BY SEAN HEALY
Undeterred by an unprecedented crackdown by Swiss police, several thousand anti-capitalist demonstrators have descended on the up-market ski resort town of Davos to protest the annual meeting of the World Economic Forum (WEF) of top business leaders, which began on January 25.
Authorities have totally banned all demonstrations in the town, sealing it off with barbed wire and checkpoints, patrolling it with between 1000 and 2000 police and turning away anyone coming to town who they believe is not either a forum attendee or a snowboarder. Three hundred protesters have reportedly been turned back at the Swiss border while others have been hauled off trains and sent back to Zurich.
Police even admit that they have considered spraying liquid manure at any protesters who defy the ban on demonstrations.
The military-style operation, believed to be the first in Switzerland for decades, was able to prevent large-scale protests on the first two days of the January 25-30 annual meeting. However, several thousand activists were able to protest on January 27 in a show of defiance organised by the Anti-WTO Coordination, a coalition of trade unions, radical activists and political groups.
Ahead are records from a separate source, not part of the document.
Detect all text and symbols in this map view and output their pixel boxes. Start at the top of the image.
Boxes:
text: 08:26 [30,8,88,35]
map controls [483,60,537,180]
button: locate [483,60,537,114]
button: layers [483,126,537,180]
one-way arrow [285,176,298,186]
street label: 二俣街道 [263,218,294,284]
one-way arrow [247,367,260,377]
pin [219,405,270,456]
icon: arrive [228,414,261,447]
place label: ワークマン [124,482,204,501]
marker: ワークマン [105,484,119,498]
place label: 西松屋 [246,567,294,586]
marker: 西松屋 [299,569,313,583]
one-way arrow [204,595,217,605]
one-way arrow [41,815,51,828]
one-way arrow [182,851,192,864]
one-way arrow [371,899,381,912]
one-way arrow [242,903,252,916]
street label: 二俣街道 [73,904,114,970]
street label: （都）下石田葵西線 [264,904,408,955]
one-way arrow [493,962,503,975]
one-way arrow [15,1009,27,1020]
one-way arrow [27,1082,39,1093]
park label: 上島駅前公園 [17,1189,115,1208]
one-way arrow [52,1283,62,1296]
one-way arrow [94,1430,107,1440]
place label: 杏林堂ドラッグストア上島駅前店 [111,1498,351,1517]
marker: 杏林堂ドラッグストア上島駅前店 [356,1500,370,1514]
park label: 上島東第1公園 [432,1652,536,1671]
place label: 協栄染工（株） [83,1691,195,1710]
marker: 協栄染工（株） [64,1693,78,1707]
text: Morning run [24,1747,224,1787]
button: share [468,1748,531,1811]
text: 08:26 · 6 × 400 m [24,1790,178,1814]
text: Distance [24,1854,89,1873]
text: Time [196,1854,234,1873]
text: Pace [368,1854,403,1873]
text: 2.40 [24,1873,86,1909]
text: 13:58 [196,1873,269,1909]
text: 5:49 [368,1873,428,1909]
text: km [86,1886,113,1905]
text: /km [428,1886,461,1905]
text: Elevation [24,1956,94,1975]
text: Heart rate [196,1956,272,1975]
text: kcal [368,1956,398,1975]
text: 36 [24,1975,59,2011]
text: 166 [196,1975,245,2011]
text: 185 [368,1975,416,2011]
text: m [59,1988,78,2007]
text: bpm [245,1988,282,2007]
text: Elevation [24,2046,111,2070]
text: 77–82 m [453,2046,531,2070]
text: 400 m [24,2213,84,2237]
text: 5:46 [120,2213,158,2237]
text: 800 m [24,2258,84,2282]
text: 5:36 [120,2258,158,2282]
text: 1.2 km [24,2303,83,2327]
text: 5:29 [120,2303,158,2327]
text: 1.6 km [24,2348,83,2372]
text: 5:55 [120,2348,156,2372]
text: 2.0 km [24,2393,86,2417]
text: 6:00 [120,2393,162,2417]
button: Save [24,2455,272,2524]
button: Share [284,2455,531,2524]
The WEF's meetings have become a focus for the international anti-capitalist movement. Several thousand people protested the WEF's last annual meeting in Davos, while 20,000 blockaded its Asia-Pacific summit in Melbourne from September 11-13.
This year's meeting attracted 3200 business and political leaders from around the world, including chief executive officers of the largest multinationals such as Microsoft's Bill Gates (a regular guest at WEF events), trade bureaucrats such as World Trade Organisation director-general Mike Moore, and senior politicians such as Japanese Prime Minister Yoshiro Mori, Mexican President Vicente Fox and Australia's foreign minister Alexander Downer.
No high-ranking officials of the new US administration of George Bush junior are in attendance. Last year, US President Bill Clinton was the star attraction.
The police operation was a result of months of insistent and heavy lobbying by summit organisers desperate to avoid the disruption which occurred in Melbourne and, to a lesser extent, at last year's annual meeting.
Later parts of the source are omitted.